Fix bugs introduduced by the improved HiSeq runfolder scanning.
[htsworkflow.git] / htsworkflow / pipelines / bustard.py
index 5ebde3901cea490dedb3c1d4067d1e2f01edab8b..acdc60ea7a511c3a30386beaf0c9b6d10e777f0c 100644 (file)
@@ -219,6 +219,25 @@ class Bustard(object):
         if xml is not None:
             self.set_elements(xml)
 
+    def update_attributes_from_pathname(self):
+        """Update version, date, user from bustard directory names
+        Obviously this wont work for BaseCalls or later runfolders
+        """
+        if self.pathname is None:
+            raise ValueError(
+                "Set pathname before calling update_attributes_from_pathname")

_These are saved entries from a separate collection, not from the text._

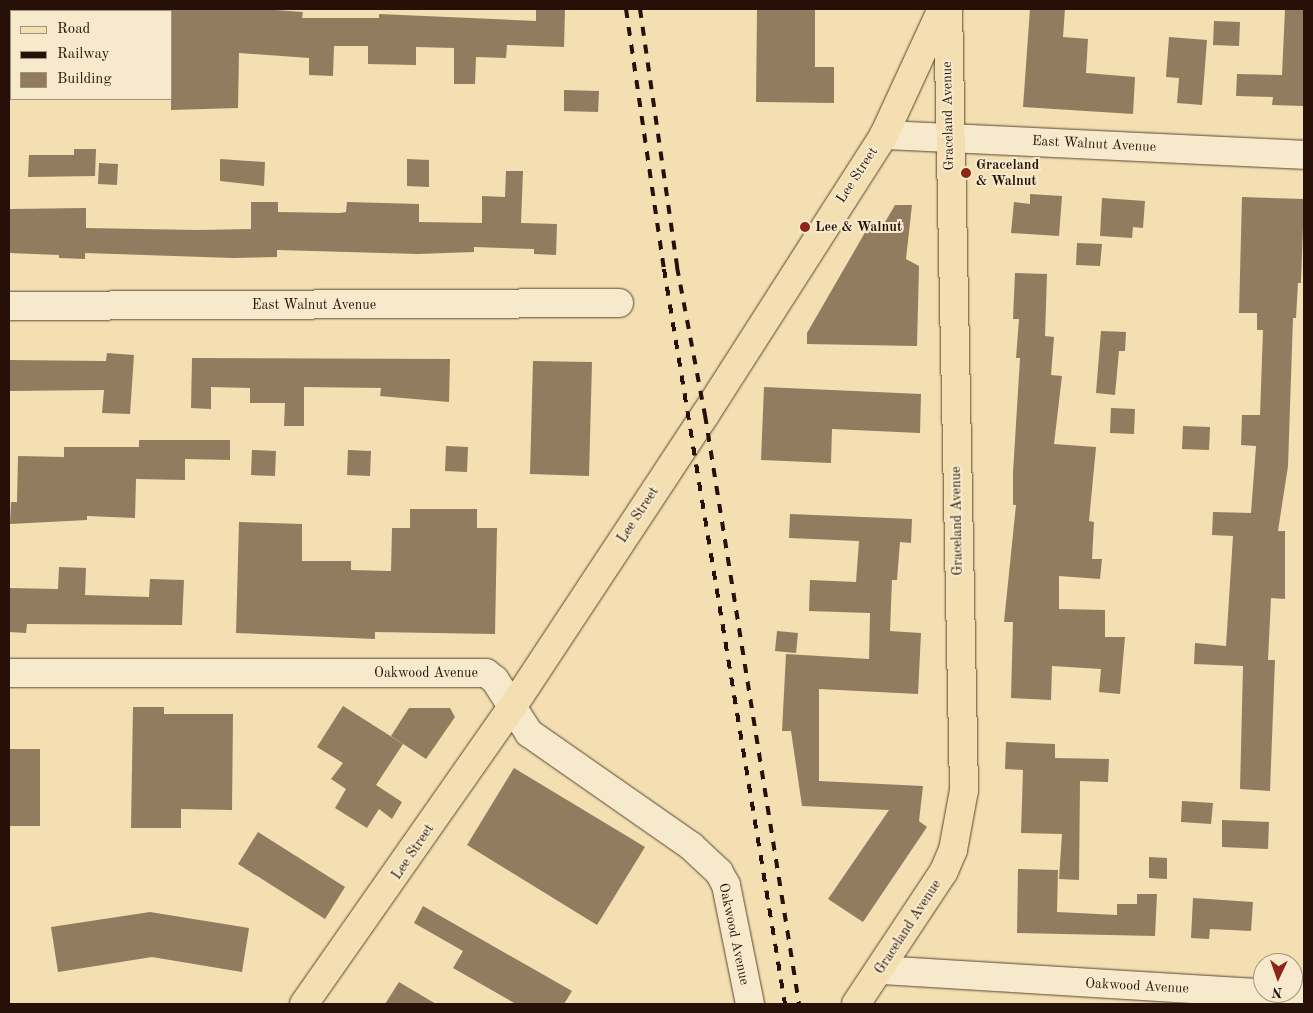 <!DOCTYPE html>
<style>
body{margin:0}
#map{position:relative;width:1313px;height:1013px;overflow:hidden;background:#f3dfb1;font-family:"Old Standard TT",serif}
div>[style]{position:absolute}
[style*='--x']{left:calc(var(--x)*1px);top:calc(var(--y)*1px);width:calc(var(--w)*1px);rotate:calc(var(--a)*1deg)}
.building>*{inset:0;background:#917c5f}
.roads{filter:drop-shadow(0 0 1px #594432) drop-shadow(0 0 1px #594432)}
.minor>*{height:28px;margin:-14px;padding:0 14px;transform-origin:14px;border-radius:14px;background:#f7eacc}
.major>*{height:28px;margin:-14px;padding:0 14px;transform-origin:14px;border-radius:14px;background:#f3dfb1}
.rail>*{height:4px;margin-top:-2px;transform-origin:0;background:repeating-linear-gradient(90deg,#261007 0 9px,transparent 0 18px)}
.dots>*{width:14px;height:14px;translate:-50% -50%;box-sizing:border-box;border:2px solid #f7eacc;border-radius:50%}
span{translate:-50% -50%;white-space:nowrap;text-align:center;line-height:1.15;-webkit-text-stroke:4px #f7eacc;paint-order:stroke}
.street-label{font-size:14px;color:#261007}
.poi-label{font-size:14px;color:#261007;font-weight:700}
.left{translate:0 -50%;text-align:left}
.frame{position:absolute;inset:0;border:10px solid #261007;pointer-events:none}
.legend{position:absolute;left:10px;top:10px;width:162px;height:90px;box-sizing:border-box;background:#f7eacc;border:1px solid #a3937d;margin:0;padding:6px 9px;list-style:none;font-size:15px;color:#261007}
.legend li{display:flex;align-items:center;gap:10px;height:25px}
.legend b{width:25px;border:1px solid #a3937d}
.north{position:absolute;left:1253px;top:953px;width:50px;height:50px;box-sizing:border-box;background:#f7eacc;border:1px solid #a3937d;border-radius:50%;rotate:183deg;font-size:14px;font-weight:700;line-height:20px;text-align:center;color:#261007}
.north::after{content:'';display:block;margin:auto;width:18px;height:22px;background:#8f2418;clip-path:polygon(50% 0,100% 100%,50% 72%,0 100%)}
</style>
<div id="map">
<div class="building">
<div style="clip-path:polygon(172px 9px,261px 9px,303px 12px,302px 18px,379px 18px,379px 14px,536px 21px,536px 9px,565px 9px,564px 47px,507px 45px,506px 58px,476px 57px,475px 84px,454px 84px,454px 48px,416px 47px,416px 65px,368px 64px,368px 46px,334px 46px,333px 76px,309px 75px,309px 58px,239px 53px,238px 108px,171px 110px)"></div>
<div style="clip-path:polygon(757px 9px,815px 9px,815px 67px,834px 67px,834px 103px,756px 102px)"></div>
<div style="clip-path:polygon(1030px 9px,1065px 9px,1063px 37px,1088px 39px,1086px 73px,1135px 77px,1133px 114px,1023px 107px)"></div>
<div style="clip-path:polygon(1285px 9px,1304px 9px,1304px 106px,1272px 105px,1273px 97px,1236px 96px,1237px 74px,1282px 75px)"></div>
<div style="clip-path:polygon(1214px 21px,1240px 22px,1239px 46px,1213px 45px)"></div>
<div style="clip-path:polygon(1169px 37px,1207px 40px,1202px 105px,1177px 103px,1179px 78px,1166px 77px)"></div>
<div style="clip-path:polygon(564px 90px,599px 91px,598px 112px,564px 111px)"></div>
<div style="clip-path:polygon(74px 149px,96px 149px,95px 176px,28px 177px,29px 155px,74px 155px)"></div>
<div style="clip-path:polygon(220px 159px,265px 162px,264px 186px,220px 181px)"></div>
<div style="clip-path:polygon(407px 159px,429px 160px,429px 187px,407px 186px)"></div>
<div style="clip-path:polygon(99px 163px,118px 164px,117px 185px,98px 184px)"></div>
<div style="clip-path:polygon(506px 171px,523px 171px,521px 223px,557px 224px,556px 255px,534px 254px,534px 249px,474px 247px,474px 252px,418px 254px,277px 250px,277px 257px,233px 258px,85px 253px,85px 259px,59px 258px,59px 255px,9px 253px,10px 209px,86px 208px,86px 228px,198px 230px,251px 229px,251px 202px,278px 202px,278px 212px,340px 213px,346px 212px,347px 202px,419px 204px,419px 222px,482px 223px,482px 196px,505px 197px)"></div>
<div style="clip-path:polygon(1030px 194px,1062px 196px,1059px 236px,1011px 233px,1014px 202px,1030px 204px)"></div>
<div style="clip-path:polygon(1242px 197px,1304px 199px,1301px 283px,1298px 283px,1296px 318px,1293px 318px,1288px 466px,1278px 531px,1285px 531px,1285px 599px,1271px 598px,1268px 660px,1275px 660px,1270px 791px,1240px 789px,1243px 666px,1194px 664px,1195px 643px,1226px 646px,1233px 536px,1212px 535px,1213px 512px,1251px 513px,1256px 446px,1241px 445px,1242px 415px,1260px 415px,1263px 330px,1257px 330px,1257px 313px,1239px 313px)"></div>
<div style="clip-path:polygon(1102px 198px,1145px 201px,1143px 228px,1133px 227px,1132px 238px,1100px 236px)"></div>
<div style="clip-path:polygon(895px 205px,912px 205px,906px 259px,919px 266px,917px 346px,807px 344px,807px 333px,867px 229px,881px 229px)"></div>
<div style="clip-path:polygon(1077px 243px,1102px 244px,1100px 266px,1076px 265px)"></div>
<div style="clip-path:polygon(1015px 273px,1047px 274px,1045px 336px,1054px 337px,1051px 375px,1062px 376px,1054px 444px,1096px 447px,1089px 521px,1094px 522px,1092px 559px,1102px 559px,1100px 579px,1059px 576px,1059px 609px,1105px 610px,1105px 637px,1125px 637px,1120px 694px,1099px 692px,1101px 669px,1052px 666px,1051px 700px,1011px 698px,1013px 622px,1004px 622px,1016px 505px,1013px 505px,1013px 473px,1020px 358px,1016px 358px,1019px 319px,1013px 319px)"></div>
<div style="clip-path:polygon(1101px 331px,1126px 332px,1125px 351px,1119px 351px,1115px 395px,1096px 393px)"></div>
<div style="clip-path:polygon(107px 353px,134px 355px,130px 414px,102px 413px,104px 390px,9px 391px,9px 360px,106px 361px)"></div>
<div style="clip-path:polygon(192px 358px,450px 359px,449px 402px,380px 396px,381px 388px,304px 387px,304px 426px,284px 426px,285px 403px,250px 403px,250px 388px,211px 387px,211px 409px,191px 408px)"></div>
<div style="clip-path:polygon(533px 361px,592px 362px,589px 476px,530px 474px)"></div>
<div style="clip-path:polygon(764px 387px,921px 394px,920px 433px,832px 429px,831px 463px,761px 460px)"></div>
<div style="clip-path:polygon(1111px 408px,1135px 409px,1134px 434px,1110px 433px)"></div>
<div style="clip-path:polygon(1183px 426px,1210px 427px,1209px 450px,1182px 449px)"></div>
<div style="clip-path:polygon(139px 440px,230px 440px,230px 460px,185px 459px,185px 480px,136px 479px,135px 518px,87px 516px,87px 520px,10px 524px,11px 502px,17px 502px,18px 456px,64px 457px,64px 447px,139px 447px)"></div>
<div style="clip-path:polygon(446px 446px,468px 447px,467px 472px,445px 471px)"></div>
<div style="clip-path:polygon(252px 450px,276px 451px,275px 476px,251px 475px)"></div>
<div style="clip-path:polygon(348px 450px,371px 451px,370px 476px,347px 475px)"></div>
<div style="clip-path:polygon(410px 509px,477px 509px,477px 528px,497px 528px,495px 634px,375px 632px,375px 639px,236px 633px,239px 522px,302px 524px,302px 561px,351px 561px,351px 570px,391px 571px,392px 528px,410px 528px)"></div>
<div style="clip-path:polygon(790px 514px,912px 519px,911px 543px,900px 542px,897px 580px,892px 580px,890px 631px,921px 633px,918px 694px,819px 689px,819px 781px,923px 786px,919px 821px,927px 827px,863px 922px,828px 899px,889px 810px,802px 806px,791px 731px,782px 731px,786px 654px,869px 659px,870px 613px,809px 611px,810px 580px,856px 582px,859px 541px,789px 538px)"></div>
<div style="clip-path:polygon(59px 567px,86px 568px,85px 595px,149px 597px,150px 579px,184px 580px,182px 625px,27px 624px,26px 633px,9px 632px,9px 588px,58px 589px)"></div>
<div style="clip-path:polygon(777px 631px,798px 633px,796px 653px,775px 651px)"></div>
<div style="clip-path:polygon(343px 706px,403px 744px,376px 785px,402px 802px,392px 819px,379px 809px,367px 828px,335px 808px,346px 789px,331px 779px,343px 763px,317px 747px)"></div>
<div style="clip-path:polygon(133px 707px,164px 707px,164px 714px,233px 714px,232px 810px,181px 809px,181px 828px,131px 828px)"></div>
<div style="clip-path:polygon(409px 708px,450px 708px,455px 717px,426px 759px,391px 736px)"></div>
<div style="clip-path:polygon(1006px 742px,1055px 744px,1055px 758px,1109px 759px,1108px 782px,1080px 781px,1079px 880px,1059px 879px,1062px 834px,1021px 833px,1023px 770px,1005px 769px)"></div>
<div style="clip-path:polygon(9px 749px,40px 749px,40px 826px,9px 826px)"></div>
<div style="clip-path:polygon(514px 768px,645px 847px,597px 925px,467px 845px)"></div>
<div style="clip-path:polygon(1182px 801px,1213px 803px,1211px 824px,1181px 822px)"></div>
<div style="clip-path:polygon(1222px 820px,1269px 822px,1268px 849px,1222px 847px)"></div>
<div style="clip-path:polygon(258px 832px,345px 887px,325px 919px,238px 864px)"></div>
<div style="clip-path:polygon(1149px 857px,1167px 858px,1167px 879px,1149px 878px)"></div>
<div style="clip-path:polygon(1018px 869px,1058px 870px,1057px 912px,1117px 915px,1117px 904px,1137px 904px,1137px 894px,1157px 894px,1155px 936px,1017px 933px)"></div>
<div style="clip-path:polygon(1193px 898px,1253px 902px,1251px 931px,1210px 929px,1209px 939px,1191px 938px)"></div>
<div style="clip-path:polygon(423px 906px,572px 991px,564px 1004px,516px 1004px,453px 968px,463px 951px,414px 923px)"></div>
<div style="clip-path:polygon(150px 912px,249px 928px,242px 972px,152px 957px,58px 972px,51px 927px)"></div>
<div style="clip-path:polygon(399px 982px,436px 1004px,385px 1004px)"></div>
</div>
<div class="roads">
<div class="minor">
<div style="--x:884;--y:135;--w:420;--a:2.7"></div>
<div style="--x:9;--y:306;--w:610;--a:-0.28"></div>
<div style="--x:9;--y:673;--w:477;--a:0"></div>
<div style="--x:486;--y:673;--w:11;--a:38"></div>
<div style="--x:495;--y:680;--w:63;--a:57.3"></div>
<div style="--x:529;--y:733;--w:198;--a:34.9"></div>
<div style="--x:691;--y:846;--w:38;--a:43"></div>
<div style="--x:719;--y:872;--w:15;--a:62"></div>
<div style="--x:726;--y:885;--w:121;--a:78.6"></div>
<div style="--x:880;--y:970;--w:425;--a:3.5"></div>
</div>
<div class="major">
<div style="--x:304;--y:1004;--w:364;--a:-55"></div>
<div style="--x:513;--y:706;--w:349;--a:-56.6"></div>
<div style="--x:705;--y:415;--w:332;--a:-57.4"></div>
<div style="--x:884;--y:135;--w:139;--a:-65.3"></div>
<div style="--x:856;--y:1004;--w:159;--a:-56.5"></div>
<div style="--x:944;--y:871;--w:23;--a:-67"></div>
<div style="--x:953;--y:850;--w:61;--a:-79.6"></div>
<div style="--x:964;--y:790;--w:781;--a:-91.17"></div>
</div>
</div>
<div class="rail">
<div style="--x:626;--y:9;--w:263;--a:81.7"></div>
<div style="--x:664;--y:269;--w:745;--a:80.65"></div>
<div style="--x:640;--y:9;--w:261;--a:81.8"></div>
<div style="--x:677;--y:267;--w:151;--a:79.3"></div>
<div style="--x:705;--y:415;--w:596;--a:80.93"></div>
</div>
<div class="dots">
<div style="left:966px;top:173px;background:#8f2418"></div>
<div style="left:805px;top:227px;background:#8f2418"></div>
</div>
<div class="street-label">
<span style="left:948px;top:116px;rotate:-91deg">Graceland Avenue</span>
<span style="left:1094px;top:144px;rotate:3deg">East Walnut Avenue</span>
<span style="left:857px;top:175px;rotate:-57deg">Lee Street</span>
<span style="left:314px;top:305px">East Walnut Avenue</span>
<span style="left:638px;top:515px;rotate:-57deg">Lee Street</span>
<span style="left:957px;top:521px;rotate:-91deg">Graceland Avenue</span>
<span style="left:426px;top:673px">Oakwood Avenue</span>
<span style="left:413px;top:852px;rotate:-56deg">Lee Street</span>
<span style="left:908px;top:927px;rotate:-57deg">Graceland Avenue</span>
<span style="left:734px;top:934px;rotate:78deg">Oakwood Avenue</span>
<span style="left:1137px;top:986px;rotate:3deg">Oakwood Avenue</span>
</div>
<div class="poi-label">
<span class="left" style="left:976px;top:173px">Graceland<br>&amp; Walnut</span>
<span class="left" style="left:815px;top:227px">Lee &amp; Walnut</span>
</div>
<div class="frame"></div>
<ul class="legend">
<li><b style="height:6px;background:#f3dfb1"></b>Road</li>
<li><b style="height:6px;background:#261007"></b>Railway</li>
<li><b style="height:14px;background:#917c5f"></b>Building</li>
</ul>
<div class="north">N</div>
</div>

+        path, name = os.path.split(self.pathname)
+
+        if not re.match('bustard', name, re.IGNORECASE):
+            return
+
+        groups = name.split("_")
+        version = re.search(VERSION_RE, groups[0])
+        self.version = version.group(1)
+        t = time.strptime(groups[1], EUROPEAN_STRPTIME)
+        self.date = date(*t[0:3])
+        self.user = groups[2]
+
     def _get_time(self):
         if self.date is None:
             return None
@@ -290,47 +309,92 @@ def bustard(pathname):
     :Return:
       Fully initialized Bustard object.
     """
-    b = Bustard()
     pathname = os.path.abspath(pathname)
+    bustard_filename = os.path.join(pathname, 'config.xml')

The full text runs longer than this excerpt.